* Goal of the exercise: An exact reproduction of the records is required. Images must be left out.

* Data records:
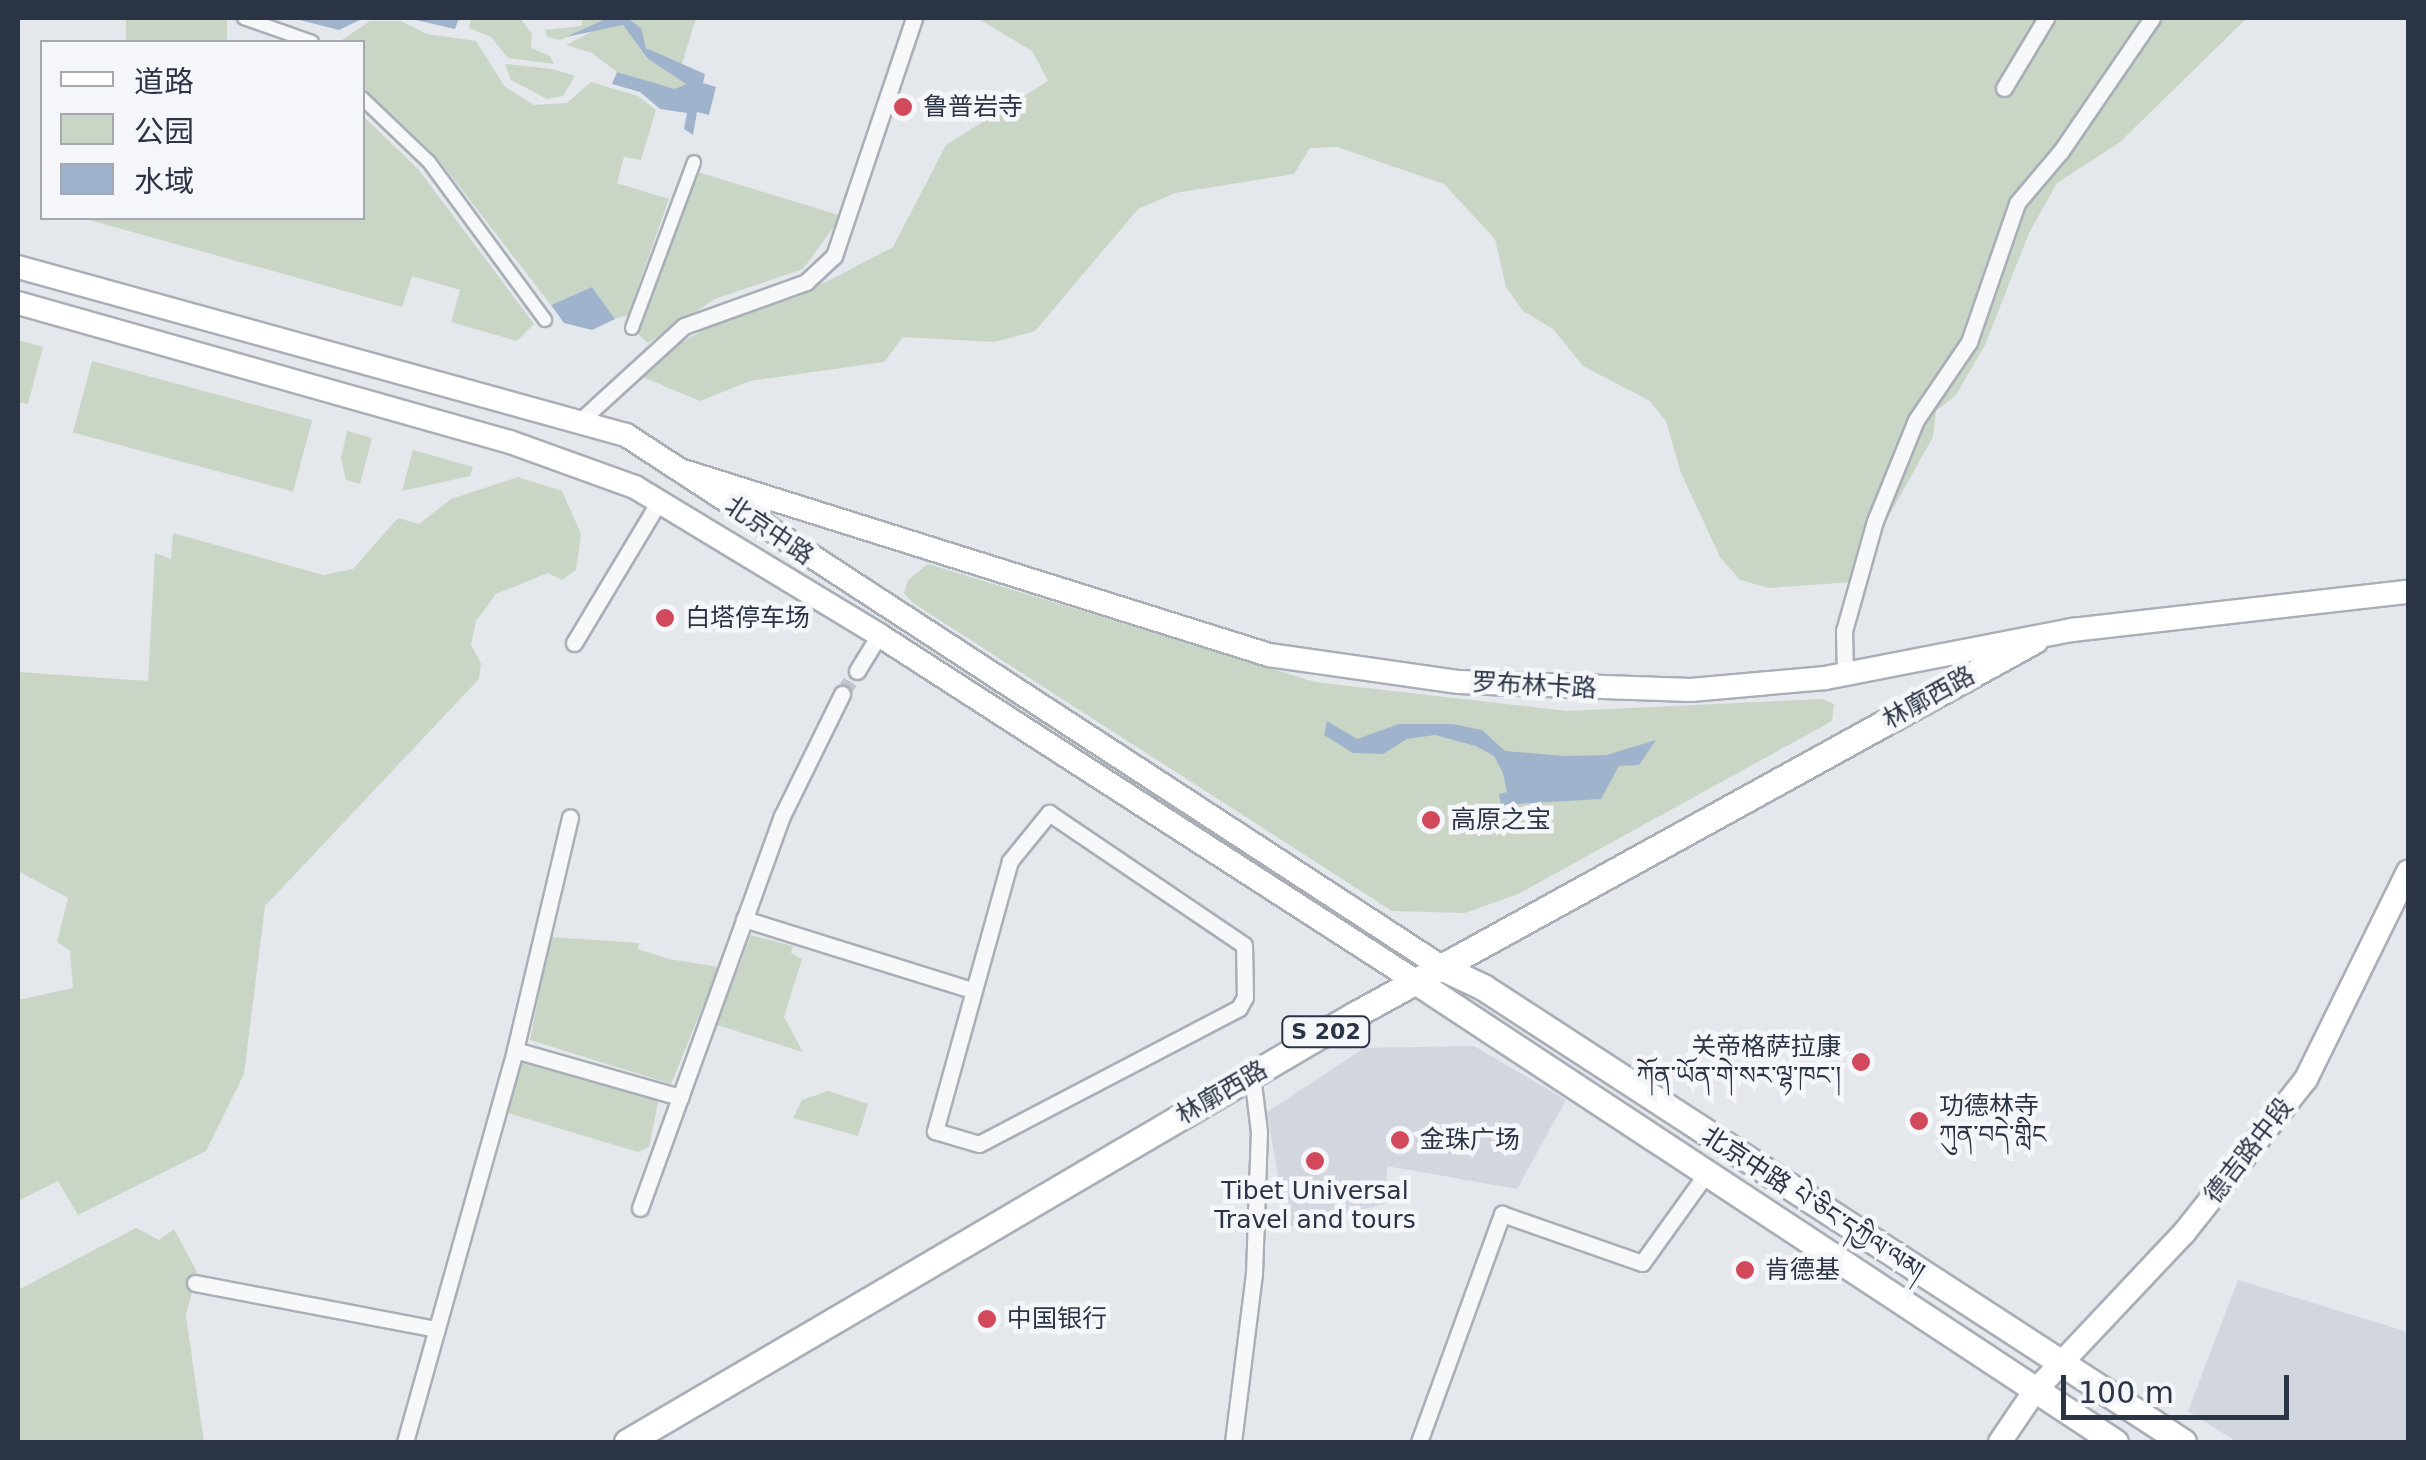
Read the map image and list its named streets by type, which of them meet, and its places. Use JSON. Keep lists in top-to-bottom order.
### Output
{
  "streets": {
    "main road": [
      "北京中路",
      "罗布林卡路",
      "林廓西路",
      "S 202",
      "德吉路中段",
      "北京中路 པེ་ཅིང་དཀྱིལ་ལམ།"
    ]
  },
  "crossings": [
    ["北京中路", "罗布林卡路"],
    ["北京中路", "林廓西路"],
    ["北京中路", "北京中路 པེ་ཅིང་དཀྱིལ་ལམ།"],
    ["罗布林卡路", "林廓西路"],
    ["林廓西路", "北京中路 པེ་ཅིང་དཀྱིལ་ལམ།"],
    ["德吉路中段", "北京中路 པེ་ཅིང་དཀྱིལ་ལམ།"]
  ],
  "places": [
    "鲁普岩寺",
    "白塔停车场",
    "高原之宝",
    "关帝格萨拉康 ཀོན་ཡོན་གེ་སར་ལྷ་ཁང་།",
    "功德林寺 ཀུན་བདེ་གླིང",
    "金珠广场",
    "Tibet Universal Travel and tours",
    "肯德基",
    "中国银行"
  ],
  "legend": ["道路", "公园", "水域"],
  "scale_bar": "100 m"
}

* Solved exercise:
Read the map image and list its named streets by type, which of them meet, and its places. Use JSON. Keep lists in top-to-bottom order.
### Output
{
  "streets": {
    "main road": [
      "北京中路",
      "罗布林卡路",
      "林廓西路",
      "S 202",
      "德吉路中段",
      "北京中路 པེ་ཅིང་དཀྱིལ་ལམ།"
    ]
  },
  "crossings": [
    ["北京中路", "罗布林卡路"],
    ["北京中路", "林廓西路"],
    ["北京中路", "北京中路 པེ་ཅིང་དཀྱིལ་ལམ།"],
    ["罗布林卡路", "林廓西路"],
    ["林廓西路", "北京中路 པེ་ཅིང་དཀྱིལ་ལམ།"],
    ["德吉路中段", "北京中路 པེ་ཅིང་དཀྱིལ་ལམ།"]
  ],
  "places": [
    "鲁普岩寺",
    "白塔停车场",
    "高原之宝",
    "关帝格萨拉康 ཀོན་ཡོན་གེ་སར་ལྷ་ཁང་།",
    "功德林寺 ཀུན་བདེ་གླིང",
    "金珠广场",
    "Tibet Universal Travel and tours",
    "肯德基",
    "中国银行"
  ],
  "legend": ["道路", "公园", "水域"],
  "scale_bar": "100 m"
}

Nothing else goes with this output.